--- WHAT YOU NEED TO DO ---
Select the lines below containing the word "evenodd".

LISTED RECORDS Start Marker

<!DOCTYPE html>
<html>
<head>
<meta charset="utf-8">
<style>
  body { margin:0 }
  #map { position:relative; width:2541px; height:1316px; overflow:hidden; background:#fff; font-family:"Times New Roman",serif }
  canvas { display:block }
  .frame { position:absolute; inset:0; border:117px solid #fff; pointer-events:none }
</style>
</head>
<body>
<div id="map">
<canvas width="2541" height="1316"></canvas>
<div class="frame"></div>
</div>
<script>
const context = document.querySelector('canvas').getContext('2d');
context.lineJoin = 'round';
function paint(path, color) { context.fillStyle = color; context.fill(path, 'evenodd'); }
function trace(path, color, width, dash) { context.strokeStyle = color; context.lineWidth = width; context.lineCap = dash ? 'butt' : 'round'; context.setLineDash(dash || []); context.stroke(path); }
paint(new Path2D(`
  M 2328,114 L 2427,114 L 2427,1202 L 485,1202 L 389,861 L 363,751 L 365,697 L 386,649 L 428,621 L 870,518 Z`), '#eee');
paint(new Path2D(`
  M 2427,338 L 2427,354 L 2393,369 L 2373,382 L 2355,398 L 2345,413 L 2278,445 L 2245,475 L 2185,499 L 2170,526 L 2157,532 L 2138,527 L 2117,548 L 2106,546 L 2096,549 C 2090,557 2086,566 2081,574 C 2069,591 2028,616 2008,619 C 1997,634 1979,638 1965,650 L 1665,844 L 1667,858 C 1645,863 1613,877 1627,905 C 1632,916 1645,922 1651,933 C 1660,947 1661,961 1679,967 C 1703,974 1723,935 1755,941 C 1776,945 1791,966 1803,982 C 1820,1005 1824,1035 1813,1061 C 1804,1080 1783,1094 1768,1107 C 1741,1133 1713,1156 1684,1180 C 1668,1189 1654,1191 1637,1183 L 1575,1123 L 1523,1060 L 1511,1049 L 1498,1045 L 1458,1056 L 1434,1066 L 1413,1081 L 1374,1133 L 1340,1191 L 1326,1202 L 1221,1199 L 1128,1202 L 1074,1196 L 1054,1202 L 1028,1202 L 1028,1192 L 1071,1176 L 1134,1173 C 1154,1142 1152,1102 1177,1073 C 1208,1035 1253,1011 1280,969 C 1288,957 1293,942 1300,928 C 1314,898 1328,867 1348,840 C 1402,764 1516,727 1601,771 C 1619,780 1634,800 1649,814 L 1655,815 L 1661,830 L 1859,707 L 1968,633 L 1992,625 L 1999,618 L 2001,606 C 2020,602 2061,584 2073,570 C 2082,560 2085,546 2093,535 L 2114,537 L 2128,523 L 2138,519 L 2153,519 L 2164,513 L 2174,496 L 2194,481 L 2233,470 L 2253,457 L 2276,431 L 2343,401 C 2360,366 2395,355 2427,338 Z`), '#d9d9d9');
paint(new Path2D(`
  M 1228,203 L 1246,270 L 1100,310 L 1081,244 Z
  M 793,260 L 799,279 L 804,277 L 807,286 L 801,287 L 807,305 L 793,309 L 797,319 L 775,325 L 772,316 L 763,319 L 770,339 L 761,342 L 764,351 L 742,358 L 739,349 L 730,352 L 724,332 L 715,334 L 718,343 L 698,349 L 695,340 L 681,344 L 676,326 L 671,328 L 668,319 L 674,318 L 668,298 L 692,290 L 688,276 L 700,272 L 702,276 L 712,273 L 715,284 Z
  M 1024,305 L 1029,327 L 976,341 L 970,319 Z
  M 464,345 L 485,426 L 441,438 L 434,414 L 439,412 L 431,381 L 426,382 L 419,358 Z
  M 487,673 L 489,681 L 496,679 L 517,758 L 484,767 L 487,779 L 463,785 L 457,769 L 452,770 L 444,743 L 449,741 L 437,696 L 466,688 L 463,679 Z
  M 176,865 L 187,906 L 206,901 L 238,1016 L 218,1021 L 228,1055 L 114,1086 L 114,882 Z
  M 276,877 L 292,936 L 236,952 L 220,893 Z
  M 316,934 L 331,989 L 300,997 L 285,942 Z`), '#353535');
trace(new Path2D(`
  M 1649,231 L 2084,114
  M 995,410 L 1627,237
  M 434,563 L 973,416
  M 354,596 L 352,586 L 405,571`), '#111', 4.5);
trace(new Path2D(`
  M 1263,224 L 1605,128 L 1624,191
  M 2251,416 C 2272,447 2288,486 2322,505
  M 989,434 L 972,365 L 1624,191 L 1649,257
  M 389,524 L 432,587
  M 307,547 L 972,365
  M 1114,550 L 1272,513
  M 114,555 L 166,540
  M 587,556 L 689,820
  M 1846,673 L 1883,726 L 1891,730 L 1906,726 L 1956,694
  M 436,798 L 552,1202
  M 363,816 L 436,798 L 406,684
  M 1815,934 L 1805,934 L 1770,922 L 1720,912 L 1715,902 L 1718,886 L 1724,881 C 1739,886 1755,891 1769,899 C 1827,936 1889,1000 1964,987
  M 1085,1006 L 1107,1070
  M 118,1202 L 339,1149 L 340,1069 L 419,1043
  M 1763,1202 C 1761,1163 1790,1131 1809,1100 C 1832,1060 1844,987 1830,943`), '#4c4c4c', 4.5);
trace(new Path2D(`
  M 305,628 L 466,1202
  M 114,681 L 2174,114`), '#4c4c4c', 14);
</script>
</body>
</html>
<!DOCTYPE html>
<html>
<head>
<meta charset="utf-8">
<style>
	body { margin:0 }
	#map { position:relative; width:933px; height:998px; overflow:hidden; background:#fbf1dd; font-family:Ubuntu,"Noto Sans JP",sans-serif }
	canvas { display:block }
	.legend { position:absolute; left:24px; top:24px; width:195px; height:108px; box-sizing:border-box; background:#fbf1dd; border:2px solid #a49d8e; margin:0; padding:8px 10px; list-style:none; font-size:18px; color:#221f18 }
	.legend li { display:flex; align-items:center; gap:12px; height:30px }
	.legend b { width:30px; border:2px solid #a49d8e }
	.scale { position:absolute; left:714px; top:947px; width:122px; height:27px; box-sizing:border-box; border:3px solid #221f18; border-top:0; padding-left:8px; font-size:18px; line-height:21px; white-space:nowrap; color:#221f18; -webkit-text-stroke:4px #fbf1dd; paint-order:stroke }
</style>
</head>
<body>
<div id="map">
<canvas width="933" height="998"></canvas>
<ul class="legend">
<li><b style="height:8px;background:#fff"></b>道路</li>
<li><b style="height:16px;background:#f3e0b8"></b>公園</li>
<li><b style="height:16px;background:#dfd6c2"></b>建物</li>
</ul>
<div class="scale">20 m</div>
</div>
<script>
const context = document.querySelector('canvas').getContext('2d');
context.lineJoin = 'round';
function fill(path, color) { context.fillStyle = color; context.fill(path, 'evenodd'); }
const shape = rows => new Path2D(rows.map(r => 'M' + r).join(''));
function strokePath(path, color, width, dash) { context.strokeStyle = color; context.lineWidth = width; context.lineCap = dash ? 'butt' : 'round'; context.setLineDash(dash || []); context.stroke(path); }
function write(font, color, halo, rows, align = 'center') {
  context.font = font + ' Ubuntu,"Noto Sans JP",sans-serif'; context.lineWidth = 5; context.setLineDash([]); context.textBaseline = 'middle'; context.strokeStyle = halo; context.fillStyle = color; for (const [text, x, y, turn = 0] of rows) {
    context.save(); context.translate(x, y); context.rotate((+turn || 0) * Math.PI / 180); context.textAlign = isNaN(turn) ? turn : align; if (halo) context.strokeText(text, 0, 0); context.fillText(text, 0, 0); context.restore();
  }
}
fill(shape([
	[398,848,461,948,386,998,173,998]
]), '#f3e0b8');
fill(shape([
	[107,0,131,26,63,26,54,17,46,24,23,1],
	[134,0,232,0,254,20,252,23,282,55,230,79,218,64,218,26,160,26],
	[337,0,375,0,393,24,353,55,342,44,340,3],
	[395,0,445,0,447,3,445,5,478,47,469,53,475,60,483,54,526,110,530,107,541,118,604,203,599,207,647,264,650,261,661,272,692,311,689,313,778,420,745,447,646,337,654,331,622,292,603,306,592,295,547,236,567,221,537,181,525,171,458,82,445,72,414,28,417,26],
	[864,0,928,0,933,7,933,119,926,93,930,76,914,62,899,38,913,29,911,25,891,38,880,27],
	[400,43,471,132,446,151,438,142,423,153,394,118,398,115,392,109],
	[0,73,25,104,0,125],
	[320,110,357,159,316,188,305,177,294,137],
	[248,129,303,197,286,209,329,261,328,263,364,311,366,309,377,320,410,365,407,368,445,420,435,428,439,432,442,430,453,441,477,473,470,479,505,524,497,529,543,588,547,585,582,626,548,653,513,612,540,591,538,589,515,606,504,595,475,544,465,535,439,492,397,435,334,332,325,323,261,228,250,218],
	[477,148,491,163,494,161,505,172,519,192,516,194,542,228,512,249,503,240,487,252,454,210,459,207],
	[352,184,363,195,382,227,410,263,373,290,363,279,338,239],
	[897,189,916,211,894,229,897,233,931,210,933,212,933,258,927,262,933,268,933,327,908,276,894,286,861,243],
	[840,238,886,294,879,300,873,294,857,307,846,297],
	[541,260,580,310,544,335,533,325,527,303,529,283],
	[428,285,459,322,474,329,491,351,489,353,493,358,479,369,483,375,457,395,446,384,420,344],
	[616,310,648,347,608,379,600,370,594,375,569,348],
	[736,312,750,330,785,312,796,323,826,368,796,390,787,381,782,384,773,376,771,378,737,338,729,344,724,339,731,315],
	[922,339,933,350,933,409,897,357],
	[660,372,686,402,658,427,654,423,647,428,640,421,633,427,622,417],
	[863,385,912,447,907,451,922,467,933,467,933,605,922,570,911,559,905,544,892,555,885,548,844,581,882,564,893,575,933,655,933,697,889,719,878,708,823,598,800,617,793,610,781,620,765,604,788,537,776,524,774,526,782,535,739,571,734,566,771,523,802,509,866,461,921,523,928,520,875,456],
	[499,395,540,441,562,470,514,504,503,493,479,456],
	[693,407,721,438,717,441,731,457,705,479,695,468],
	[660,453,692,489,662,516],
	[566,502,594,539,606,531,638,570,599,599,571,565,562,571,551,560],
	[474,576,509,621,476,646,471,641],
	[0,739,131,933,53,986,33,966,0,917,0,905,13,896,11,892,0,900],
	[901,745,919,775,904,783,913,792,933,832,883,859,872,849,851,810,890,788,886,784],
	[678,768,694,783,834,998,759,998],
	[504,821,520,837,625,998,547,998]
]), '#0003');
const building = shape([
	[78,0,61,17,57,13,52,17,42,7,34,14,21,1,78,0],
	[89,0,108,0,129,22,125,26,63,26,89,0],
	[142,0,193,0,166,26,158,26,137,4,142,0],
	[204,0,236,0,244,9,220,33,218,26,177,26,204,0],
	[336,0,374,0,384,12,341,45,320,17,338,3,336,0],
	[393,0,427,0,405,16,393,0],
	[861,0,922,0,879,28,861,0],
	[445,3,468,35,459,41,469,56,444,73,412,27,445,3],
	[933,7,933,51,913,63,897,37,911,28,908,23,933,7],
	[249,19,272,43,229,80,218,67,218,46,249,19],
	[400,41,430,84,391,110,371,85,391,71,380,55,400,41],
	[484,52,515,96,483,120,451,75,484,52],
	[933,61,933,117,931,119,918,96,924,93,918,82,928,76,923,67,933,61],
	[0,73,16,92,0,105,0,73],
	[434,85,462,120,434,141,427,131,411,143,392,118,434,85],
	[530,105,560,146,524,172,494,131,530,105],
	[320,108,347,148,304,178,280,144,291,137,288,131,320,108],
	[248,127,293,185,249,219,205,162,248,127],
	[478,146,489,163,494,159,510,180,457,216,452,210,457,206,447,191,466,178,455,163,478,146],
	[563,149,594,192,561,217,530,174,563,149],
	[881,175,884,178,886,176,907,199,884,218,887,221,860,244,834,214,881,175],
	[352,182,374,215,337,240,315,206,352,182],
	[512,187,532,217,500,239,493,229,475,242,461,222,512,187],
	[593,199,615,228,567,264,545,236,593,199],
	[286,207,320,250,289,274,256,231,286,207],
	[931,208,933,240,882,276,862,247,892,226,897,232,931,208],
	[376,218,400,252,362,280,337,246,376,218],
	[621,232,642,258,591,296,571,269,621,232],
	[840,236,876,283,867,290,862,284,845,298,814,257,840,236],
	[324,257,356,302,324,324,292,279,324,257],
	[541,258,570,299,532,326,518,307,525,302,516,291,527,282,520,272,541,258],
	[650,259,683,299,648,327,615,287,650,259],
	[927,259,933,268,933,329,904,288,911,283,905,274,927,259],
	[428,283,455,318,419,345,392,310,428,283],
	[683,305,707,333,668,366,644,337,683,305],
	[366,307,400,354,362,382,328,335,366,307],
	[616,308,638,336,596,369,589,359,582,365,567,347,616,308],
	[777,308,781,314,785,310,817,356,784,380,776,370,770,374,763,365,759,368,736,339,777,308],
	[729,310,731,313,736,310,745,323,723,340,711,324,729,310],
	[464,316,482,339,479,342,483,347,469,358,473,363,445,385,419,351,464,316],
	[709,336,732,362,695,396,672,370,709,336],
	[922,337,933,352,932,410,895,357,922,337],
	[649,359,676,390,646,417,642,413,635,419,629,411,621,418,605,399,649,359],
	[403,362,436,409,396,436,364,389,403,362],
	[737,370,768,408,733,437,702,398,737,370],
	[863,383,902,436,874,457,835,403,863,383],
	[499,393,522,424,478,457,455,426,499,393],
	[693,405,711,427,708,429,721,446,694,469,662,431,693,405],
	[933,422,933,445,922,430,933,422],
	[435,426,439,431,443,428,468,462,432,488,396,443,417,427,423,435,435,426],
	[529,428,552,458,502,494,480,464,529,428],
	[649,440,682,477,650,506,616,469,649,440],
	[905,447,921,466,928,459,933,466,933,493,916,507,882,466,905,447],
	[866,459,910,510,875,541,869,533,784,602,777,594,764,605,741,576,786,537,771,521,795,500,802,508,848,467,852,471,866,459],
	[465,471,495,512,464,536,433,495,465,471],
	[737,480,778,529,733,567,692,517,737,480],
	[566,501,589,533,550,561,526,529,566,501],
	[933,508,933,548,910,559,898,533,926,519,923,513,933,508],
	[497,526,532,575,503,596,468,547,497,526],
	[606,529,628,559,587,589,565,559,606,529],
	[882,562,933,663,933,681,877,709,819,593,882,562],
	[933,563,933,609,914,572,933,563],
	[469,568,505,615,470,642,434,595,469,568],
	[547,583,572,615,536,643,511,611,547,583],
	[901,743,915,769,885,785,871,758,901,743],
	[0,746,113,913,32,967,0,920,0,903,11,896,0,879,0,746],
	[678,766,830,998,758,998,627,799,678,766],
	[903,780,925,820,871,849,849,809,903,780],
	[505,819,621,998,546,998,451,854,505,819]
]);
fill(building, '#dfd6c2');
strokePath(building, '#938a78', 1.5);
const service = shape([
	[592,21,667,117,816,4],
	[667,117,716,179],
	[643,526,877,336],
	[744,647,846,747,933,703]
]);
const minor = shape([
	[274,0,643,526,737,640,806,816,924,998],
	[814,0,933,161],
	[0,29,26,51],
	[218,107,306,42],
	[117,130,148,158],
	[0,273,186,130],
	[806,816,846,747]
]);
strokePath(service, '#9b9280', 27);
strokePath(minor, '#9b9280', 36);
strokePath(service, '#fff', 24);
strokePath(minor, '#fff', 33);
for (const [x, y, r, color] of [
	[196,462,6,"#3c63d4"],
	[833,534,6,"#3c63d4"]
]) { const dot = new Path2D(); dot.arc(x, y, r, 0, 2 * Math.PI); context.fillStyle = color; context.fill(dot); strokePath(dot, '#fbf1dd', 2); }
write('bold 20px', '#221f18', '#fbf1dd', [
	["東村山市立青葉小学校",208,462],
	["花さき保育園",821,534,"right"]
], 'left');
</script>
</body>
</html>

LISTED RECORDS End Marker

--- SOLUTION ---
function paint(path, color) { context.fillStyle = color; context.fill(path, 'evenodd'); }
function fill(path, color) { context.fillStyle = color; context.fill(path, 'evenodd'); }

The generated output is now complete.